EXERCISE OBJECTIVE:
Your answer must be a word-for-word copy of the listing below, minus its pictures.
---- GIVEN DATA
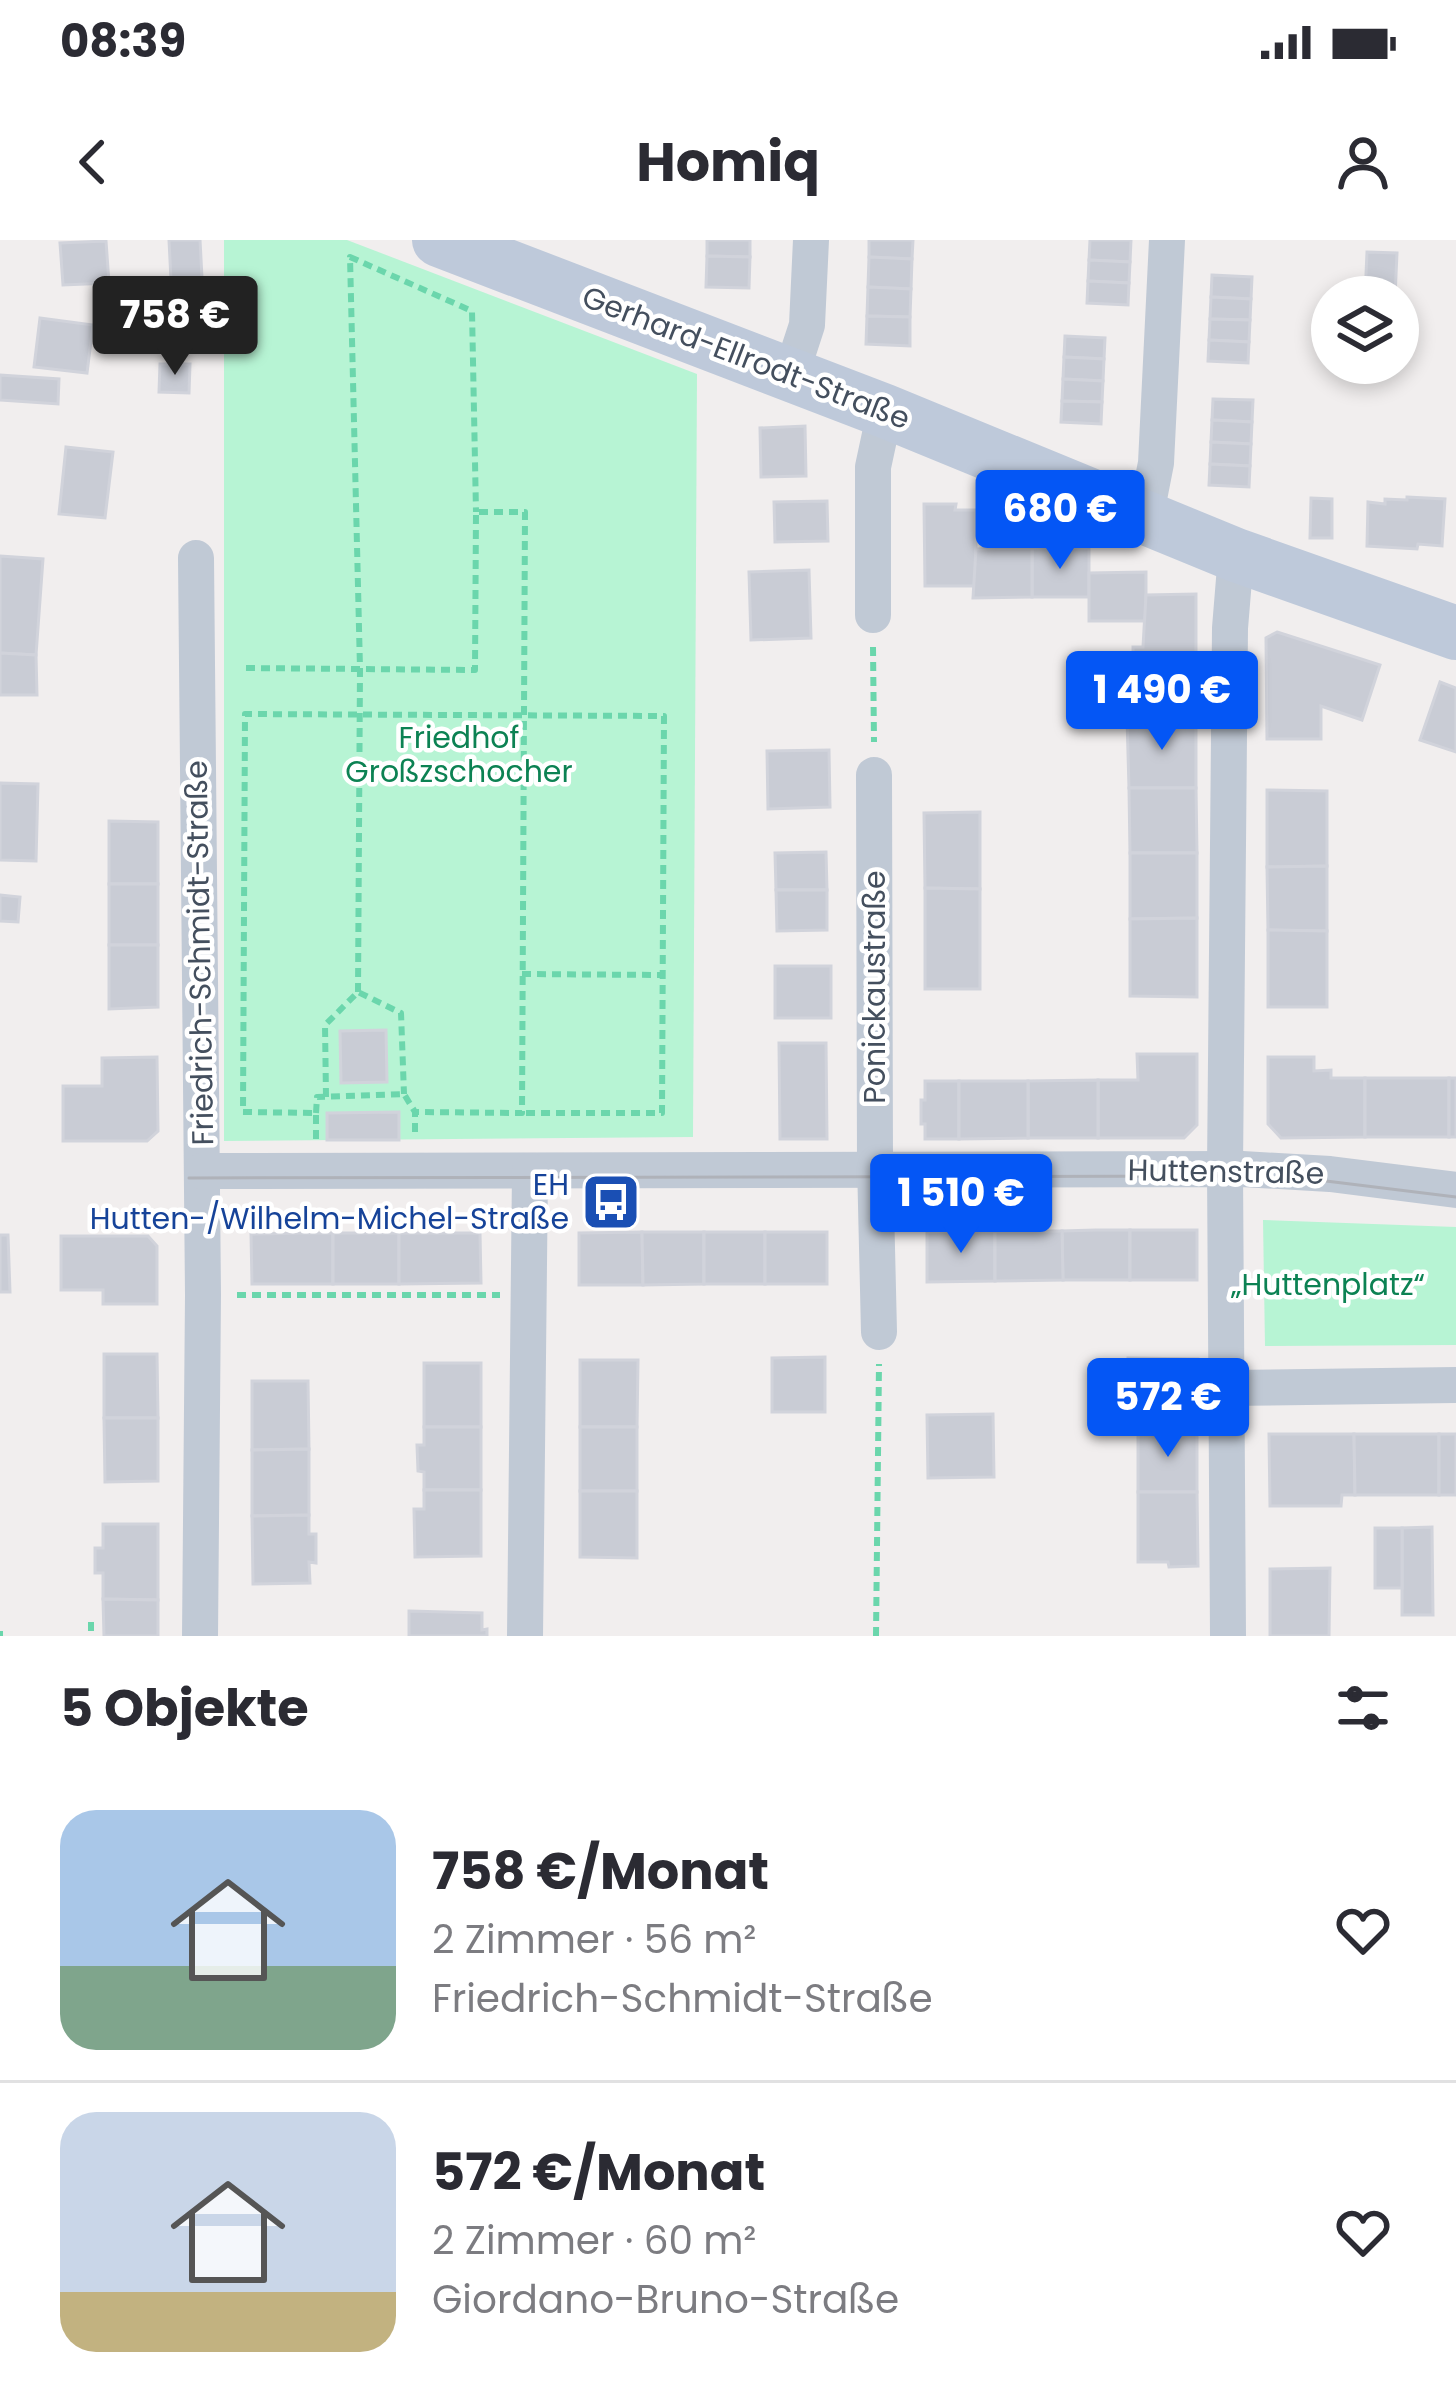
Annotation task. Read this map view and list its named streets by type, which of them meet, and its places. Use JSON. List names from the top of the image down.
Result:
{
  "streets": {
    "main road": ["Gerhard-Ellrodt-Straße"],
    "street": ["Friedrich-Schmidt-Straße", "Ponickaustraße", "Huttenstraße"]
  },
  "crossings": [
    ["Friedrich-Schmidt-Straße", "Huttenstraße"],
    ["Ponickaustraße", "Huttenstraße"]
  ],
  "parks": ["Friedhof Großzschocher", "„Huttenplatz“"],
  "places": {
    "bus stop": ["EH Hutten-/Wilhelm-Michel-Straße"]
  },
  "page": {
    "status": "08:39",
    "header": "Homiq",
    "price": [
      "758 €",
      "680 €",
      "1 490 €",
      "1 510 €",
      "572 €"
    ],
    "heading": "5 Objekte",
    "list": [
      {
        "name": "758 €/Monat",
        "note": "2 Zimmer · 56 m² · Friedrich-Schmidt-Straße"
      },
      {
        "name": "572 €/Monat",
        "note": "2 Zimmer · 60 m² · Giordano-Bruno-Straße"
      }
    ]
  }
}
--------
TASK SOLUTION:
Annotation task. Read this map view and list its named streets by type, which of them meet, and its places. Use JSON. List names from the top of the image down.
Result:
{
  "streets": {
    "main road": ["Gerhard-Ellrodt-Straße"],
    "street": ["Friedrich-Schmidt-Straße", "Ponickaustraße", "Huttenstraße"]
  },
  "crossings": [
    ["Friedrich-Schmidt-Straße", "Huttenstraße"],
    ["Ponickaustraße", "Huttenstraße"]
  ],
  "parks": ["Friedhof Großzschocher", "„Huttenplatz“"],
  "places": {
    "bus stop": ["EH Hutten-/Wilhelm-Michel-Straße"]
  },
  "page": {
    "status": "08:39",
    "header": "Homiq",
    "price": [
      "758 €",
      "680 €",
      "1 490 €",
      "1 510 €",
      "572 €"
    ],
    "heading": "5 Objekte",
    "list": [
      {
        "name": "758 €/Monat",
        "note": "2 Zimmer · 56 m² · Friedrich-Schmidt-Straße"
      },
      {
        "name": "572 €/Monat",
        "note": "2 Zimmer · 60 m² · Giordano-Bruno-Straße"
      }
    ]
  }
}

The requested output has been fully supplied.